**GIVEN INFORMATION:**
******

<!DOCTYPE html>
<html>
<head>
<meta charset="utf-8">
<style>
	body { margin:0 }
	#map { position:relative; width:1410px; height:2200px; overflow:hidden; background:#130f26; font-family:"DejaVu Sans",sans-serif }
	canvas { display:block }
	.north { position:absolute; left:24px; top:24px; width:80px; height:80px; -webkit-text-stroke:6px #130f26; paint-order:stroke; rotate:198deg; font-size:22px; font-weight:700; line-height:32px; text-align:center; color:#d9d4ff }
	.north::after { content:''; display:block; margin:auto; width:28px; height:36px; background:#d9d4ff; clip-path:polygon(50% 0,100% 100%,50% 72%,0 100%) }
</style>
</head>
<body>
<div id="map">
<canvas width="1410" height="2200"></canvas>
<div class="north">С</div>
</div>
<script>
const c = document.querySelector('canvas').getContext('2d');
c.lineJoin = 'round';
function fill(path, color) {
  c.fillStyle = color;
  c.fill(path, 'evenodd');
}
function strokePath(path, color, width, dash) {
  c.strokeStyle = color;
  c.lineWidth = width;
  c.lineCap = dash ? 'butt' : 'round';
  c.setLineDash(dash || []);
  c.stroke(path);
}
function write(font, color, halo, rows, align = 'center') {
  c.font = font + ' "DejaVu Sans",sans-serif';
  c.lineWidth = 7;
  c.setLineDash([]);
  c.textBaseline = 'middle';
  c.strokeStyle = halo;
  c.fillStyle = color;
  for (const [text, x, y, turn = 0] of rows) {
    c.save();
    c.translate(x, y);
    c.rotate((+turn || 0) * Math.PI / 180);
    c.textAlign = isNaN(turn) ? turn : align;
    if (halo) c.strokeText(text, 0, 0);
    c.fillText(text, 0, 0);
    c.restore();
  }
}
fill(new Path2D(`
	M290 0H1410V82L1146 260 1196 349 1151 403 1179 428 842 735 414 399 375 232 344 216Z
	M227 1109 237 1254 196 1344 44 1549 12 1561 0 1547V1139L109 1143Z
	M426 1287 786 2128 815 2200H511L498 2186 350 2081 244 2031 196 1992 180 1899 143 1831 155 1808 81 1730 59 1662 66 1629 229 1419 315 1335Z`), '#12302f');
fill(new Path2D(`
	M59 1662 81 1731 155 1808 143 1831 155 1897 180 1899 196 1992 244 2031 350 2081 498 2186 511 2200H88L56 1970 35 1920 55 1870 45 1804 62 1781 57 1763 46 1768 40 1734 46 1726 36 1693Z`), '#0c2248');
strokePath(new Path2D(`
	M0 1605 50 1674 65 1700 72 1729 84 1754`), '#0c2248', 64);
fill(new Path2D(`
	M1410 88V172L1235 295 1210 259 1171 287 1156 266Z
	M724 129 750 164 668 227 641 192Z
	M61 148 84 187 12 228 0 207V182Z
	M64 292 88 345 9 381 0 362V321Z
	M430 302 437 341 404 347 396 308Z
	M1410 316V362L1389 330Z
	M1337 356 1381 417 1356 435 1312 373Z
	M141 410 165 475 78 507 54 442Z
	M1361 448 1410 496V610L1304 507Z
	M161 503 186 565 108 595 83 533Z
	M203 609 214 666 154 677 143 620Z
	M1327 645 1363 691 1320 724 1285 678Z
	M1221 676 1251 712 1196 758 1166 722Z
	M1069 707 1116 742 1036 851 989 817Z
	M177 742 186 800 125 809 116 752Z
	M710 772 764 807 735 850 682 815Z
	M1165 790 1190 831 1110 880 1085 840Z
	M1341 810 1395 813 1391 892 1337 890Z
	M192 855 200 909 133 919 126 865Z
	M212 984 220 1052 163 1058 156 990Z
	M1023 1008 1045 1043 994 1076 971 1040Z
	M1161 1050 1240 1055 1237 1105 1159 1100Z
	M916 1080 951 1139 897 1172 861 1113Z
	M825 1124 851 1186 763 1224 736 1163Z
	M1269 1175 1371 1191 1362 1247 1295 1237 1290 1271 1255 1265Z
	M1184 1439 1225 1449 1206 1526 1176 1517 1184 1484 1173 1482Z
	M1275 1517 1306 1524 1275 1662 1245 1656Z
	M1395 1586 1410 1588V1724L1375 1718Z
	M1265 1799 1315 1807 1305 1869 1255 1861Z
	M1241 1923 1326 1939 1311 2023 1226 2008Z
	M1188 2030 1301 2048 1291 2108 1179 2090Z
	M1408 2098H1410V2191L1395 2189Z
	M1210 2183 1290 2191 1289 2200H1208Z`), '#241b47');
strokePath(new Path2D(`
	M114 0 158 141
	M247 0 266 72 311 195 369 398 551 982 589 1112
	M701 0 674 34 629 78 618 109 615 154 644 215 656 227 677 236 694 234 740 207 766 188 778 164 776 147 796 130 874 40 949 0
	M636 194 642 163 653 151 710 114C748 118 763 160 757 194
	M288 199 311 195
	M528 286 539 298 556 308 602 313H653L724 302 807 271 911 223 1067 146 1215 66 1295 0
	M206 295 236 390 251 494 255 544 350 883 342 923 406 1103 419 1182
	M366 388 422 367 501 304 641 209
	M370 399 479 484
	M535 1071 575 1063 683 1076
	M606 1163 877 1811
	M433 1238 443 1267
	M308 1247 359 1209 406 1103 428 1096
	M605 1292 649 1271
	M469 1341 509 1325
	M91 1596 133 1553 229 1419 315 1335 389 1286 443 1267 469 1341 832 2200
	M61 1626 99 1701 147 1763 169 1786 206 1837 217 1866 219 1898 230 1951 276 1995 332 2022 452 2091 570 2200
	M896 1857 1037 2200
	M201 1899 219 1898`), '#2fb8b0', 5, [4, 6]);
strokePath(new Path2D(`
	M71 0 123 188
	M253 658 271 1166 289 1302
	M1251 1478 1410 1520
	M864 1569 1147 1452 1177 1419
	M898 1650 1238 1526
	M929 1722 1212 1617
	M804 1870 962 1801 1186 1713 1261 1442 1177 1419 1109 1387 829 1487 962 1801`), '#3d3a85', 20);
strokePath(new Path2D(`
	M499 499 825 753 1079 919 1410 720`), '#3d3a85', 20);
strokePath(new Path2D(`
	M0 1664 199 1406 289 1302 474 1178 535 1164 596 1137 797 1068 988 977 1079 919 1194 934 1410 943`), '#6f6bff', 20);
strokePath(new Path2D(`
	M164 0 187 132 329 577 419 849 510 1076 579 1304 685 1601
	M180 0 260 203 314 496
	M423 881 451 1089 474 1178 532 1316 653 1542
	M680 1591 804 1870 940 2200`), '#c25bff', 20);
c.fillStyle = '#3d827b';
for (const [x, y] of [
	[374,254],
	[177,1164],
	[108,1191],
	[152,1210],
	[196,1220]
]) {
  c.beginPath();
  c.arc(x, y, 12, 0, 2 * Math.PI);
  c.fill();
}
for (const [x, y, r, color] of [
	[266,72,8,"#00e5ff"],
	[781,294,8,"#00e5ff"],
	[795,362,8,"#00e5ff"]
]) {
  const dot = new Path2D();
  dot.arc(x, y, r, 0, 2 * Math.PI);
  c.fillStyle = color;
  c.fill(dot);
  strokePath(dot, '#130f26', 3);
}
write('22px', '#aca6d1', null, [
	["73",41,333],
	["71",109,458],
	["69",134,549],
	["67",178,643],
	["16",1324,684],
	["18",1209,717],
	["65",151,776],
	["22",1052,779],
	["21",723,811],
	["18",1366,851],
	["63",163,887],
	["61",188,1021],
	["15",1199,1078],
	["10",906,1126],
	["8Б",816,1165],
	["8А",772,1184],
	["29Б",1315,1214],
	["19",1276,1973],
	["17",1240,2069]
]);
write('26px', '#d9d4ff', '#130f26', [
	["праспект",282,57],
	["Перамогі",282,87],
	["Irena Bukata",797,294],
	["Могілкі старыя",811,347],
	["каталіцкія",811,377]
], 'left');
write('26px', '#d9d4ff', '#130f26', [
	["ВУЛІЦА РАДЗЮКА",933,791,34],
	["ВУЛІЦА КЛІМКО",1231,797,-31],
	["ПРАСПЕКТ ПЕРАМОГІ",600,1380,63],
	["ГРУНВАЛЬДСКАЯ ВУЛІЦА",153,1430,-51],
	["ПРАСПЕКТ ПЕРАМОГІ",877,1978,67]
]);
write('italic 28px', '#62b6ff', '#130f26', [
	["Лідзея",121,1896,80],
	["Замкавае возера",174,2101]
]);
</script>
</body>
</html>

******

**WHAT THE TASK ASKS:** Please copy all lines of the listing in which the string "rotate" occurs.

**SOLUTION BELOW:**
	.north { position:absolute; left:24px; top:24px; width:80px; height:80px; -webkit-text-stroke:6px #130f26; paint-order:stroke; rotate:198deg; font-size:22px; font-weight:700; line-height:32px; text-align:center; color:#d9d4ff }
    c.rotate((+turn || 0) * Math.PI / 180);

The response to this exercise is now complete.